I got fucked over by the guy I liked who ghosted me for his best friend. I had been talking to him for a year and thought we could have something special... but nope. Since then,

I got fucked over by the guy I liked who ghosted me for his best friend. I had been talking to him for a year and thought we could have something special... But nope.

Since then, I have been on a sex rampage by hooking up with two guys and having a threesome. I don’t find any satisfaction out of these relationships since there is no emotional connection.

Now they are all not even giving me the time of day except for to have sex.

I want something meaningful, but I feel very expendable and like I might not deserve something more serious.

Xo,
Pounded into Passivity :/

Hello Fren,

I am sorry that you are feeling are hurt, devalued and pounded.

But in the paraphrased words of the mostly problematic, and basically irrelevant DJ Khaled, “Congratulations, you pounded yourself.”

I know it hurts that the feelings you have for this one dude are not reciprocated.

Rejection is a horrible nauseous, garbage, vertigo feeling.

Ghosting is highly unethical if you have an established sexual or romantic dynamic with another person. Even if it’s “not serious” or “not a relationship.” Even if the connection was short-lived. It’s selfish and it’s cowardly and it’s lazy to just bail.

You don’t go into detail about the nature of your relationship, and whether anything came to fruition before he started dating another girl. If nothing ever happened, if nothing was ever promised to you, this dude did nothing wrong.

If the two of you had been having a sexual relationship, it’s absolutely bad behavior on his part to ghost you. Bad fucking form. Demerit for him.

In either case, he ultimately did you a favor.

It might seem like he “chose” his best friend “over you.” It’s easy to fall into this way of thinking. Anger is cheap, and it feels good-- “He broke the rules!”

Dwelling on how “unfair” it is will save your pride in the short term, but doesn’t serve you in the long term.

Because really, nobody chooses anybody over anybody else. Everyone is just out here following their own heart and doing what feels right to them. Sometimes they’re fucking rude about it, but that’s life.

And you don’t want to be with someone rude. And you definitely don’t want to be with someone who doesn’t want to be with you.

He doesn’t want to be with you, but that’s OK, and you’re OK. Say it over and over until it’s no longer scary:

“He doesn’t want to be with me, but I’m OK.”  

It doesn’t mean you did anything wrong; it doesn’t mean you are not lovable; it doesn’t mean you are broken; it doesn’t mean you aren’t attractive or interesting or smart; it doesn’t mean that this other girl is better than you in any way.

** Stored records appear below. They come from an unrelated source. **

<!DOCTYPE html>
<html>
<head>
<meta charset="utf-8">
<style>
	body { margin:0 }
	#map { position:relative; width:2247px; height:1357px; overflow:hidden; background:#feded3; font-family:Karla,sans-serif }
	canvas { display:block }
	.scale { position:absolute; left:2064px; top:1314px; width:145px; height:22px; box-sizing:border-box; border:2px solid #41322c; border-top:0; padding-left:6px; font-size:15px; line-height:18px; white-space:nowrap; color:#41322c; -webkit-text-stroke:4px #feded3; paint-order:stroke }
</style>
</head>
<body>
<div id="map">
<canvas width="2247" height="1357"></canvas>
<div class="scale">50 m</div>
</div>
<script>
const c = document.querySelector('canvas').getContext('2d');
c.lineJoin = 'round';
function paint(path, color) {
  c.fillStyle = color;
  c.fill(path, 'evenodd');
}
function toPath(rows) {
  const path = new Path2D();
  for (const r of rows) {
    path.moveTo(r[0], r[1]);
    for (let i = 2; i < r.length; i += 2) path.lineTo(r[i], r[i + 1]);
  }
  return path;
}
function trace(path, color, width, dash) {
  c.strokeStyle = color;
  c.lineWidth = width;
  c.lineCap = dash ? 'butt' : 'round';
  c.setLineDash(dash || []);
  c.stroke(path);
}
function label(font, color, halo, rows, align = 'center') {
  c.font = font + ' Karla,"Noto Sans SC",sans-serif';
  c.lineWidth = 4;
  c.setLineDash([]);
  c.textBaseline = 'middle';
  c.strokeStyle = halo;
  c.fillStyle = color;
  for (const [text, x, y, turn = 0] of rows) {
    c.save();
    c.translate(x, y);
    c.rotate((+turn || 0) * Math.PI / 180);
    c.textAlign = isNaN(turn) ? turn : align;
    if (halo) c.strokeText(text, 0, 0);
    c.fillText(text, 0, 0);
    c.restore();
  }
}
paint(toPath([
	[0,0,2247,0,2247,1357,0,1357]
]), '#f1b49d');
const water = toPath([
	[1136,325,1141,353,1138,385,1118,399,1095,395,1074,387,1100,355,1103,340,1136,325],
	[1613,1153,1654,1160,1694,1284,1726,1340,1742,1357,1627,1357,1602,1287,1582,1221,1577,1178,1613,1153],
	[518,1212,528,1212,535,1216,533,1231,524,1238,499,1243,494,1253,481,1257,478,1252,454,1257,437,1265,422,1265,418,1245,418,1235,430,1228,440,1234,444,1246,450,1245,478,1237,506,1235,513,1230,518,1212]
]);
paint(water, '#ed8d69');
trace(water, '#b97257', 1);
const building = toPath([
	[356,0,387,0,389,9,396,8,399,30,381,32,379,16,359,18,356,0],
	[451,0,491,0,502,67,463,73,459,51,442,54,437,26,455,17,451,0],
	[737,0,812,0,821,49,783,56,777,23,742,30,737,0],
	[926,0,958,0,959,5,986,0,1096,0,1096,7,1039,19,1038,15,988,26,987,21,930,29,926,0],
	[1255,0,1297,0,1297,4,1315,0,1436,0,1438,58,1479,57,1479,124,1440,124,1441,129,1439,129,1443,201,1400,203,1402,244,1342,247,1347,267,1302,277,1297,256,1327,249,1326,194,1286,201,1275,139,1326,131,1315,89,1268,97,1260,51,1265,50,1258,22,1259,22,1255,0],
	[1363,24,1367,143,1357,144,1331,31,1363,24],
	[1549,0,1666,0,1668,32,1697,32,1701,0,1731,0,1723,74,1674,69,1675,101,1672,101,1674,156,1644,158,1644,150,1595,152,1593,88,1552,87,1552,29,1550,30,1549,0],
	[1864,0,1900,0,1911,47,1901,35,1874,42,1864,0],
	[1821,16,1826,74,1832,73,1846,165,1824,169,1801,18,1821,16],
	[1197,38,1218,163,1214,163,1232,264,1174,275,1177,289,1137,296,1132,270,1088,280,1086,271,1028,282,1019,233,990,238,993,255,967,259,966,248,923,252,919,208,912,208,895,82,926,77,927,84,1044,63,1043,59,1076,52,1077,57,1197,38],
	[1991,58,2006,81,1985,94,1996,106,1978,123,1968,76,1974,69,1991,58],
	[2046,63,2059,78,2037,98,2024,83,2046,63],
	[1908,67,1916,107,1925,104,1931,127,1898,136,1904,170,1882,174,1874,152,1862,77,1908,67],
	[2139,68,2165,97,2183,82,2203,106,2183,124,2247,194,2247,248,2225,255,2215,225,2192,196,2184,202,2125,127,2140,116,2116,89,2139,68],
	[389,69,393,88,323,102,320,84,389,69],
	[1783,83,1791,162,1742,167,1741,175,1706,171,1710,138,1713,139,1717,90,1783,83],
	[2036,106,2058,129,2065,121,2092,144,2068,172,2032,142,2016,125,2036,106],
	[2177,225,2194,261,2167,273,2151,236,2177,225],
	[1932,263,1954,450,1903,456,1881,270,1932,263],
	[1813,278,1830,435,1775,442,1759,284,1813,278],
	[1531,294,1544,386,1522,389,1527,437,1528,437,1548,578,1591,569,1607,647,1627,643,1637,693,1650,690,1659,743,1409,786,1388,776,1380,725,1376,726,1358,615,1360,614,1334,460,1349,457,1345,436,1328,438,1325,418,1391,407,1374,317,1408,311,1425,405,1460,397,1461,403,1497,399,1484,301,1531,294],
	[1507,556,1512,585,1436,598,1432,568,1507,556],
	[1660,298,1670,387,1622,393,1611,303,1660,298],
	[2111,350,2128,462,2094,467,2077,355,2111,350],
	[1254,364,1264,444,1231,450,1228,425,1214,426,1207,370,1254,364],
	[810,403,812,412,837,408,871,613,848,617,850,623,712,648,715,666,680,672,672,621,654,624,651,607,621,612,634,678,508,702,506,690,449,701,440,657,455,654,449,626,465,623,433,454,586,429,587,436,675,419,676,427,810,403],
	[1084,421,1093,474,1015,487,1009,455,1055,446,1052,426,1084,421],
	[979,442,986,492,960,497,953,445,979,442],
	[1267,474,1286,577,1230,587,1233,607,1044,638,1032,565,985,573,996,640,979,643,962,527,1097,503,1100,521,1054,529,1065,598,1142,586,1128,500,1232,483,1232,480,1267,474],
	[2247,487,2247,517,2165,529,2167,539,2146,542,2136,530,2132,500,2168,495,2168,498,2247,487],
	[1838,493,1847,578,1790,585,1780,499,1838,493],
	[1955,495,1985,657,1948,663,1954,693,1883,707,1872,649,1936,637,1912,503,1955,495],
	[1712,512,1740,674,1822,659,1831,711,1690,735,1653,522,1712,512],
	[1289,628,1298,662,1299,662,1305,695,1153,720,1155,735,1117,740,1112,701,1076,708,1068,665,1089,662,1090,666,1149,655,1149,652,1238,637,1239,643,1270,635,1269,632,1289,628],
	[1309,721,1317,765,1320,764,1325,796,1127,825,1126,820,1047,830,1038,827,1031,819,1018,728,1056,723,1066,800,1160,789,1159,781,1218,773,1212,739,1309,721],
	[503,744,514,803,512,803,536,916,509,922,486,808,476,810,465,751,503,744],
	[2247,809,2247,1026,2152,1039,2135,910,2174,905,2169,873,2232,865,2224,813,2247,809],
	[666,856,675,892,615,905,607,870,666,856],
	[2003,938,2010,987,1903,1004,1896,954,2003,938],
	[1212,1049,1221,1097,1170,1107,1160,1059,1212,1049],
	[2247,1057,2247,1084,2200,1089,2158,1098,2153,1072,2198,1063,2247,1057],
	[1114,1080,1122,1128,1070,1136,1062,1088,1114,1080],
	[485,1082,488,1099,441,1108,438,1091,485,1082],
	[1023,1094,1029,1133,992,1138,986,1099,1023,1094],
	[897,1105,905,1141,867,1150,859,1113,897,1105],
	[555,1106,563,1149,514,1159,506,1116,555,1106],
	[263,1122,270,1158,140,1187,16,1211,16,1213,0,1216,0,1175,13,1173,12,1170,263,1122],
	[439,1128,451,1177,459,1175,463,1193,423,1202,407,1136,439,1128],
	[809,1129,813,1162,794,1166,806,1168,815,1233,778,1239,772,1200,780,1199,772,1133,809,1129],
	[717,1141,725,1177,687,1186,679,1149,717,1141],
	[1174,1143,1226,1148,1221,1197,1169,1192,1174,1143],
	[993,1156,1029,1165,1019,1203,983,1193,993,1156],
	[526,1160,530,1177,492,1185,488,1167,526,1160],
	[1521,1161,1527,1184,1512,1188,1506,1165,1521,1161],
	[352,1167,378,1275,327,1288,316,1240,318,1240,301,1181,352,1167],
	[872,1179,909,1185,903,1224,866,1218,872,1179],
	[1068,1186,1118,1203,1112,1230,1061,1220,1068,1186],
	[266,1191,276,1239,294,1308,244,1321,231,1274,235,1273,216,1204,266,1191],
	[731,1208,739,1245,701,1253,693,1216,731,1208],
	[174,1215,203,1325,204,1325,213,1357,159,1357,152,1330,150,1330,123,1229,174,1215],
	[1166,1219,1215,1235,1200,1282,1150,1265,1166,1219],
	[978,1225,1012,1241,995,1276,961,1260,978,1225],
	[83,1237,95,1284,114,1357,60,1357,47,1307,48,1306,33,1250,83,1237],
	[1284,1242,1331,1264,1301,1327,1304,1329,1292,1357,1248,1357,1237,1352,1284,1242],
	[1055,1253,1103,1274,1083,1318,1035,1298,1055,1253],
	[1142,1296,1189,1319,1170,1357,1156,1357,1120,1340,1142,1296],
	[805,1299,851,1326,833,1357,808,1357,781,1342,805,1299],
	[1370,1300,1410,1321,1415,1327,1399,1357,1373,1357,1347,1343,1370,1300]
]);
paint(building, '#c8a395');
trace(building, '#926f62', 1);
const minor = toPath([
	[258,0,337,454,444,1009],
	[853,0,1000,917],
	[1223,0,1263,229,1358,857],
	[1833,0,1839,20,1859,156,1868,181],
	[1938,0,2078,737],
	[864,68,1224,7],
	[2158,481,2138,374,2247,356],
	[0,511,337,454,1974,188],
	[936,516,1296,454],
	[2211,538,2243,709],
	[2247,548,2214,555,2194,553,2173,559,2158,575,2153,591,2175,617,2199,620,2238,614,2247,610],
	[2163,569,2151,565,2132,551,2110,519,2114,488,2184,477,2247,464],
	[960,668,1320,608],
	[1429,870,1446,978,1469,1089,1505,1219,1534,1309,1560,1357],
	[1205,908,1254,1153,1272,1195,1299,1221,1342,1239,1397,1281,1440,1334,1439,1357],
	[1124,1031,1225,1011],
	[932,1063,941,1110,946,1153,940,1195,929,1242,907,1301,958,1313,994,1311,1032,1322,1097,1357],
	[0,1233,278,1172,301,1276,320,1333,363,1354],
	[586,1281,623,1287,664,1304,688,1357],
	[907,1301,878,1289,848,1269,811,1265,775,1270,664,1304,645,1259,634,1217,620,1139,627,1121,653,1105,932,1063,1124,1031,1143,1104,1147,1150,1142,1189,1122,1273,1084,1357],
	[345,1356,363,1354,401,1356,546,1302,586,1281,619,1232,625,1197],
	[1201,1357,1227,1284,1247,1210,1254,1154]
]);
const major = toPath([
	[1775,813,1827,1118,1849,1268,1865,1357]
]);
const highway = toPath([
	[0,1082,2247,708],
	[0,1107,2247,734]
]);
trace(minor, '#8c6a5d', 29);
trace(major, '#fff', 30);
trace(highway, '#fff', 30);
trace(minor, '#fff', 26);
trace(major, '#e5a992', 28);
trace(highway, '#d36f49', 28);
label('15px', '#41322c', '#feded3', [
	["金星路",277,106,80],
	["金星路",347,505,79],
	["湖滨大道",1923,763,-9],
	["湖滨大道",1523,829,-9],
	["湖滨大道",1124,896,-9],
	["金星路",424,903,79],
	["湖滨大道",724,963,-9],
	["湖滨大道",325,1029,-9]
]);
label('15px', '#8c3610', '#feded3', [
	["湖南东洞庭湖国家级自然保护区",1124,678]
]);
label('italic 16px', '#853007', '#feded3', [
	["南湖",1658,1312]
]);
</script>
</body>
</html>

It just means that this guy is not a person with whom you’re going to establish the type of meaningful relationship you’re interested in establishing with someone.

There’s nothing else to be done. Stop fantasizing about the “special” relationship you “could have had” by observing the obvious, and trusting that the chemistry just isn’t right.

Moving forward, the very first order of business: you need to stop weaponizing your sexuality in order to test and verify that you don’t “deserve” something serious. You need to stop using other people as weapons with which to hurt yourself. You need to stop weaponizing your sexuality to get back at this one dude.

Being on a sex rampage is only empowering if you feel empowered by it. Slutting is awesome-- freedom, confidence, pleasure, discovering what you like and what you don’t, learning from your mistakes along the way. But it’s an empowered slut mindset, not disempowered, self-loathing behavior that puts the “positive” in “sex positive.”

To decide whether to slut or not to slut, you gotta stop and ask yourself:

What would Amber Rose do?

Queen Amber doesn’t slut to the detriment of her own health and well-being. She sluts because it makes her feel good to follow her own path of power to pleasure.

To slut ethically is to exercise one’s personal power without creating a vacuum of self- hatred for oneself or one’s partners.

Not every sexual experience needs to answer the need for “something meaningful.” But if you don’t lead your sexual and romantic life with self- confidence and self- love first and foremost, you are going to continue feeling bad, regardless of how your partners act.

Meaning is what you make of it, after all.

The trap of pretending to be chill, of pretending that you don’t want an emotional connection, of pretending you don’t actually care about the other person protects your pride in the short term because you don’t have to be vulnerable. But if you don’t voice what you actually want, you will not get it. And if you don’t voice what you actually want, you are wasting your time being outraged.

If you’ve recently learned that having sex without an emotional connection makes you feel bad, stop having sex before you’ve vetted your partner and established mutual trust and respect. Maybe that will change later down the line for you, maybe it won’t. Maybe super casual sex rampage-style sex just doesn’t work for you.

So slut, or don’t slut, but definitely don’t slut if it’s making you feel bad. Be kind to yourself, get clear on what it is that you want. Don’t settle for anything less, and don’t sabotage yourself if you don’t find it right away.